2008
WINNER
Rosemary Hill

Rosemary Hill

God’s Architect – Pugin and the Building of Romantic Britain

About The Book

Pugin was one of Britain’s greatest architects and his short career one of the most dramatic in architectural history. Born in 1812, the son of the soi-disant Comte de Pugin, at 15 Pugin was working for King George IV at Windsor Castle. By the time he was 21 he had been shipwrecked, bankrupted and widowed. Nineteen years later he died, insane and disillusioned, having changed the face and the mind of British architecture.

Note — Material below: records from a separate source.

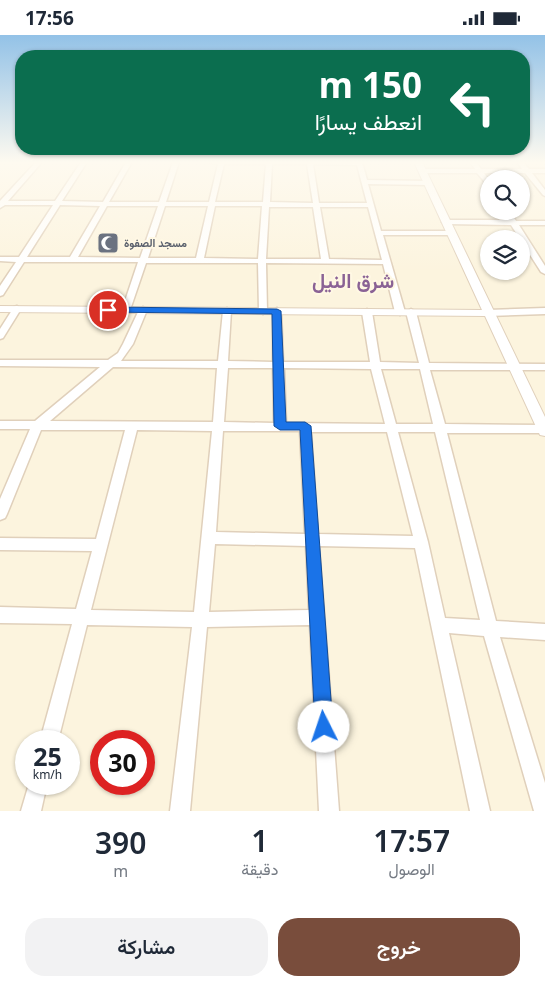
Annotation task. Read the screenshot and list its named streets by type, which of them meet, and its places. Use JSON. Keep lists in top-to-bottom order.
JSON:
{
  "districts": ["شرق النيل"],
  "places": {
    "mosque": ["مسجد الصفوة"]
  },
  "page": {
    "status": "17:56",
    "turn": ["150 m", "انعطف يسارًا"],
    "speed": "25 km/h",
    "limit": "30",
    "eta": [
      "17:57",
      "الوصول",
      "1",
      "دقيقة",
      "390",
      "m"
    ],
    "buttons": ["خروج", "مشاركة"]
  }
}
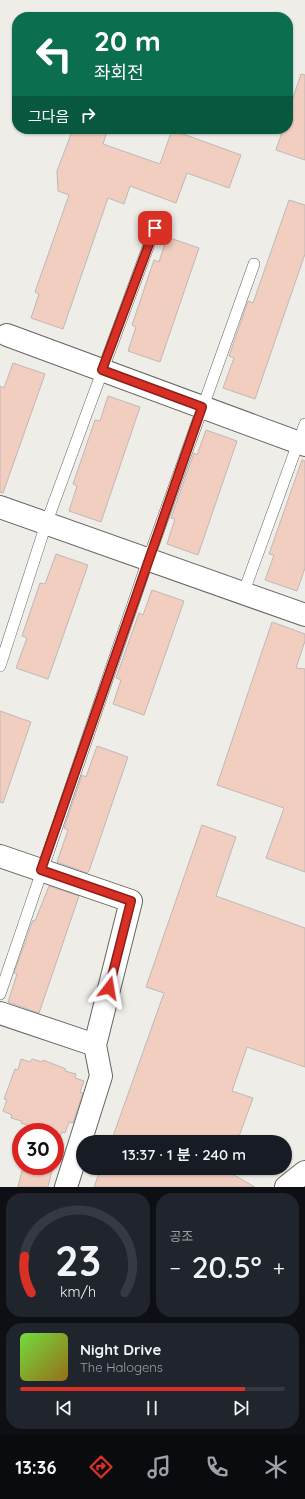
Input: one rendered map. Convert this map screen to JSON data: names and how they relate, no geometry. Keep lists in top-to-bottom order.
{
  "page": {
    "turn": ["20 m", "좌회전"],
    "then": "그다음",
    "limit": "30",
    "trip": "13:37 · 1 분 · 240 m",
    "tile": "공조",
    "heat": ["−", "20.5°", "+"],
    "song": ["Night Drive", "The Halogens"],
    "tabs": "13:36",
    "gauge": ["23", "km/h"]
  }
}
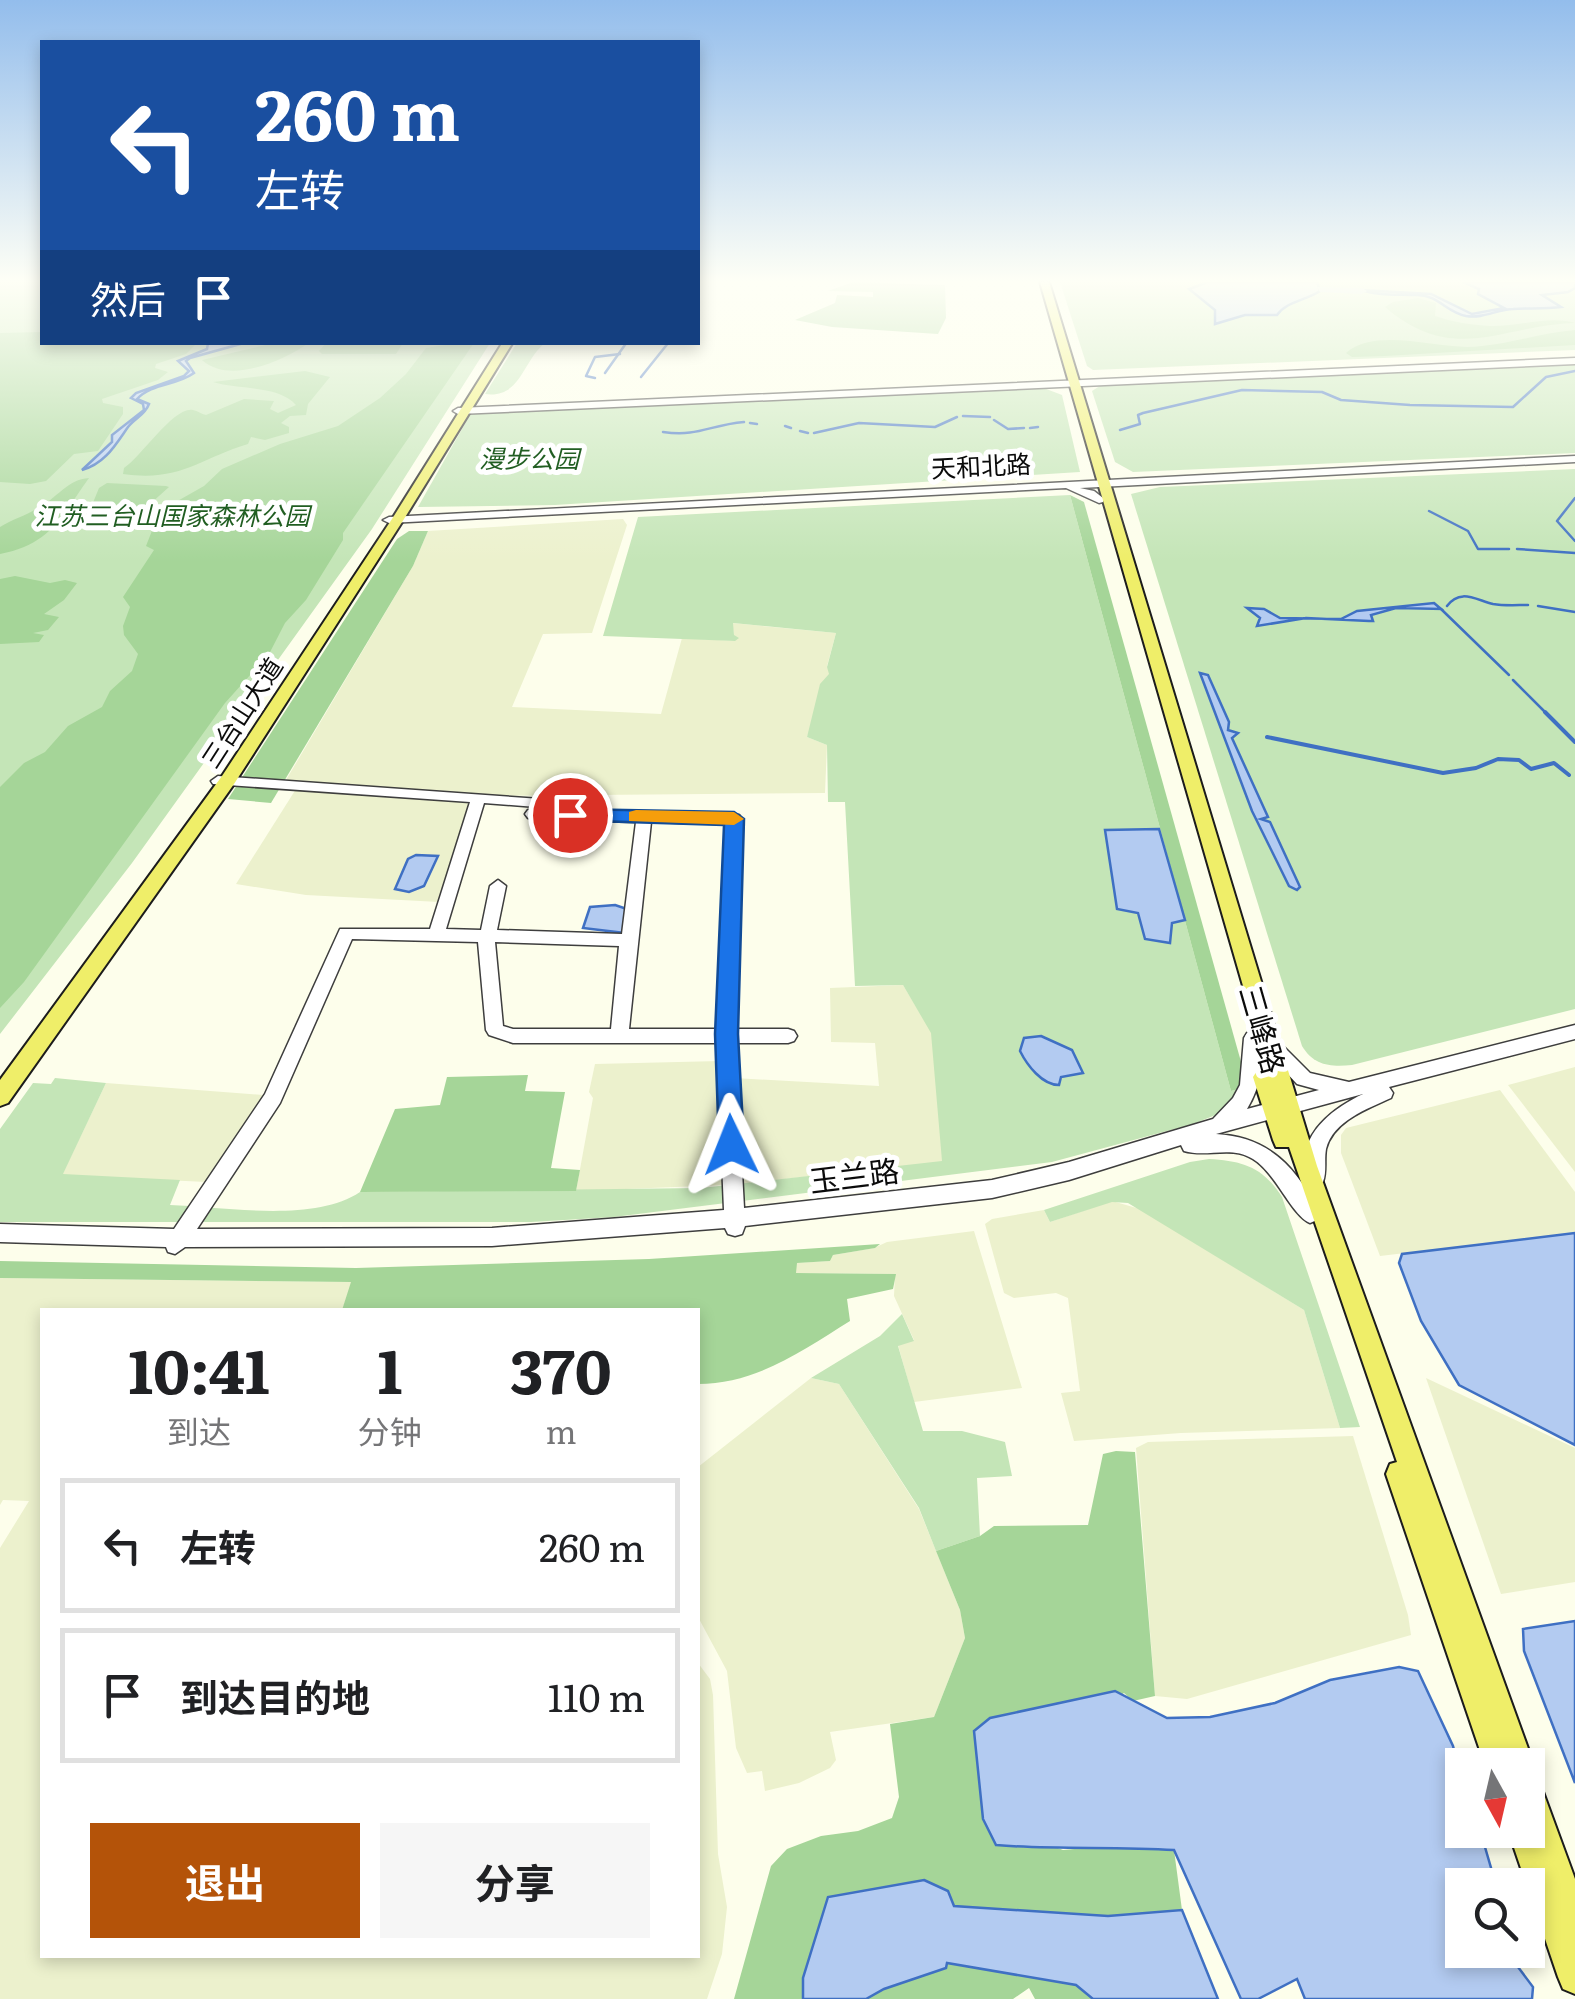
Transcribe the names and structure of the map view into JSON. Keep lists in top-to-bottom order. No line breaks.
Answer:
{"streets":{"main road":["三台山大道","三峰路"],"street":["天和北路","玉兰路"]},"crossings":[["天和北路","三台山大道"],["天和北路","三峰路"],["三峰路","玉兰路"]],"parks":["漫步公园","江苏三台山国家森林公园"],"north":"bottom","page":{"turn":["260 m","左转"],"then":"然后","eta":["10:41","到达","1","分钟","370","m"],"list":[{"name":"左转","value":"260 m"},{"name":"到达目的地","value":"110 m"}],"buttons":["退出","分享"]}}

God’s Architect is the first full modern biography of this extraordinary figure. It draws on thousands of unpublished letters and drawings to recreate his life and work as architect, propagandist and romantic artist as well as the turbulent story of his three marriages, the bitterness of his last years and his sudden death at 40. It is the debut of a remarkable historian and biographer.

About The Author

Rosemary Hill is a writer, historian and independent scholar with an interest in biography, material culture and the connections between them.

She has written two prize-winning books: God’s Architect, a life of the Gothic Revival architect, A W N Pugin and Stonehenge, a history of one of Britain’s greatest and least understood monuments. Her latest book, Unicorn: The Poetry of Angela Carter, was published on November 5th.